- _WHAT THE TASK ASKS_: A faithful copy of all the data is the goal; omit the pictures.
Top of SUPPLIED MATERIAL
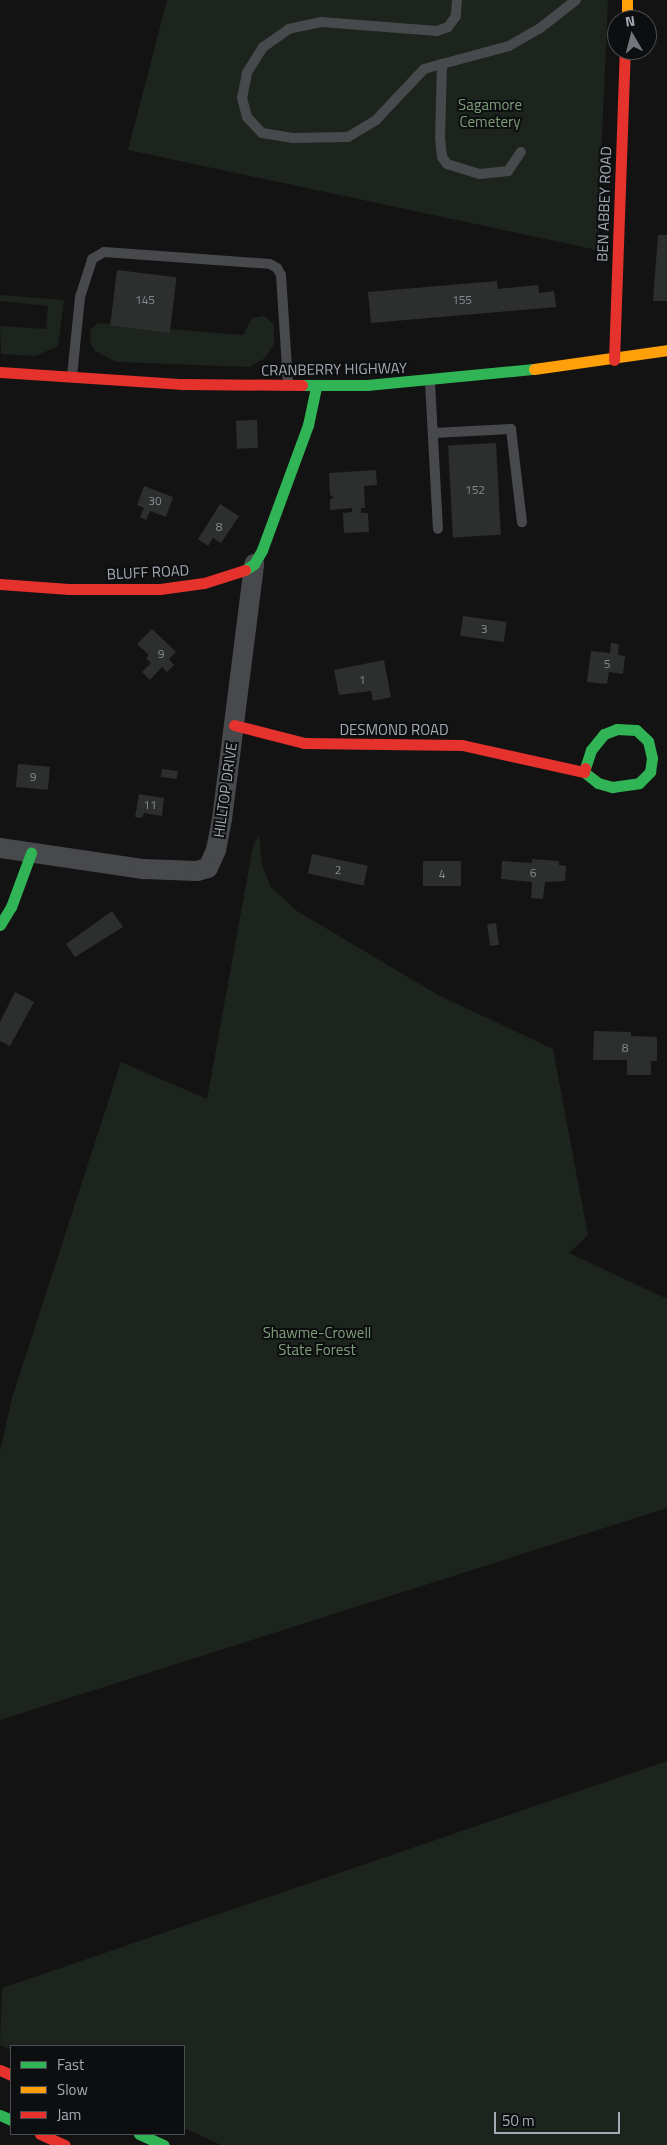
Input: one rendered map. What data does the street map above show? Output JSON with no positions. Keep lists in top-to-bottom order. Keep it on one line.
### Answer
{"streets":{"main road":["BEN ABBEY ROAD","CRANBERRY HIGHWAY","BLUFF ROAD","DESMOND ROAD"],"street":["HILLTOP DRIVE"]},"crossings":[["BEN ABBEY ROAD","CRANBERRY HIGHWAY"],["BLUFF ROAD","HILLTOP DRIVE"],["DESMOND ROAD","HILLTOP DRIVE"]],"parks":["Sagamore Cemetery","Shawme-Crowell State Forest"],"house_numbers":["145","155","152","30","8","3","9","5","1","9","11","2","6","4","8"],"legend":["Fast","Slow","Jam"],"scale_bar":"50 m","north":"top"}
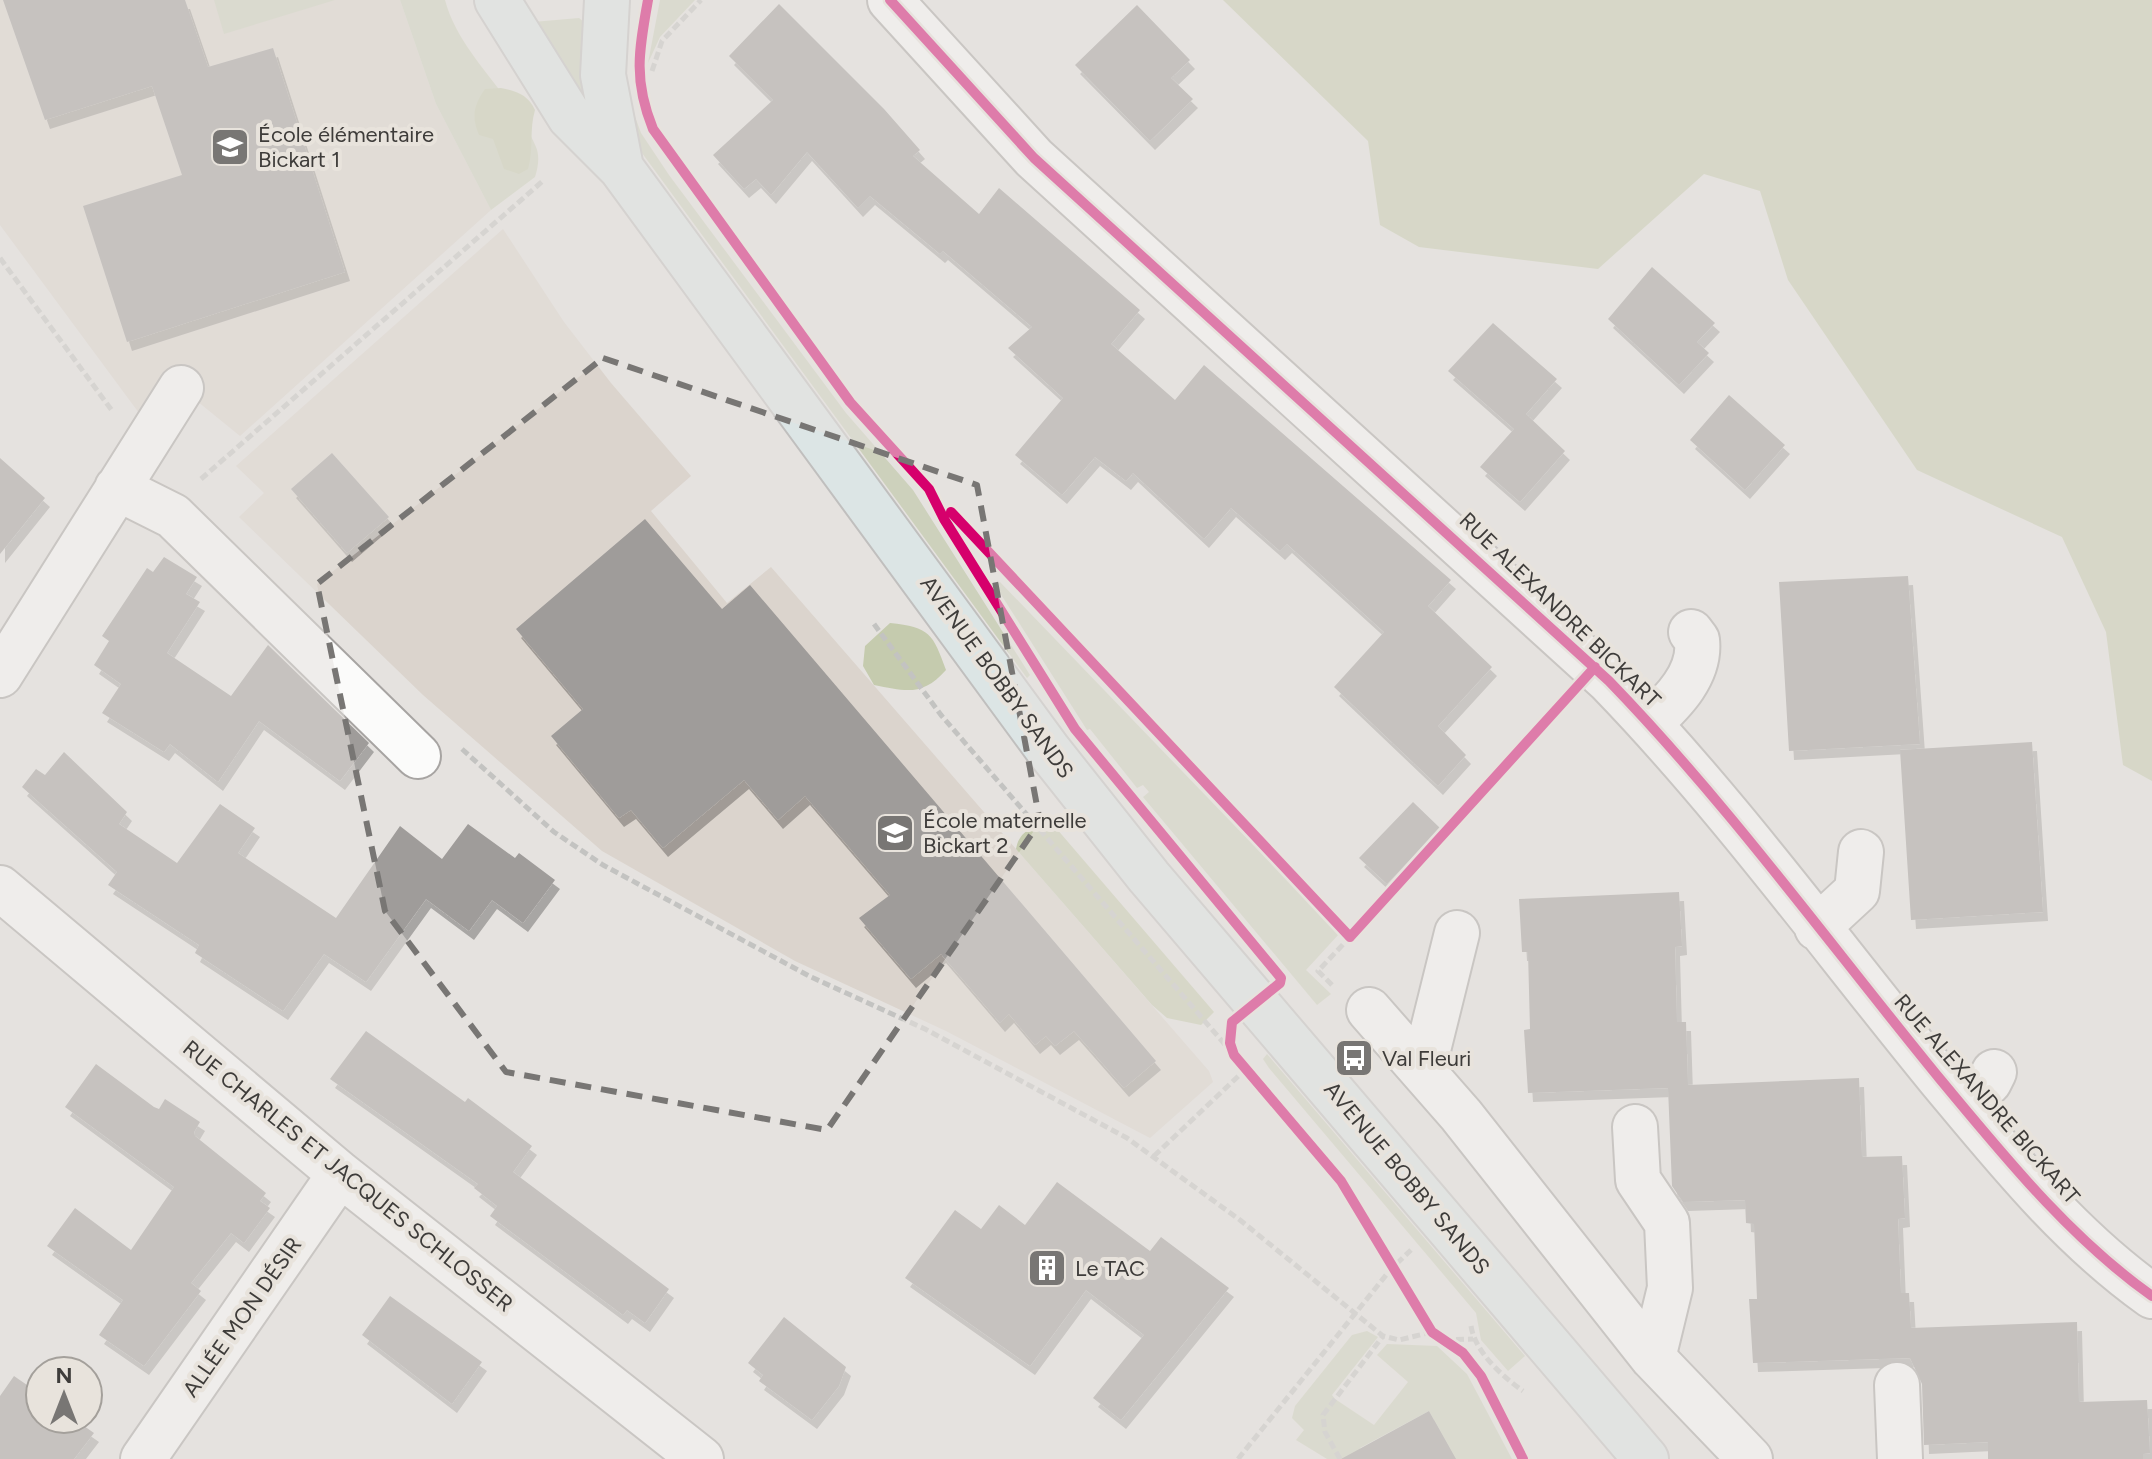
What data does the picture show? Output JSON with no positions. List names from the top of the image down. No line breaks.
Bottom of SUPPLIED MATERIAL
- _RESULT OF THIS TASK_:
Input: one rendered map. What data does the street map above show? Output JSON with no positions. Keep lists in top-to-bottom order. Keep it on one line.
### Answer
{"streets":{"main road":["BEN ABBEY ROAD","CRANBERRY HIGHWAY","BLUFF ROAD","DESMOND ROAD"],"street":["HILLTOP DRIVE"]},"crossings":[["BEN ABBEY ROAD","CRANBERRY HIGHWAY"],["BLUFF ROAD","HILLTOP DRIVE"],["DESMOND ROAD","HILLTOP DRIVE"]],"parks":["Sagamore Cemetery","Shawme-Crowell State Forest"],"house_numbers":["145","155","152","30","8","3","9","5","1","9","11","2","6","4","8"],"legend":["Fast","Slow","Jam"],"scale_bar":"50 m","north":"top"}
What data does the picture show? Output JSON with no positions. List names from the top of the image down. No line breaks.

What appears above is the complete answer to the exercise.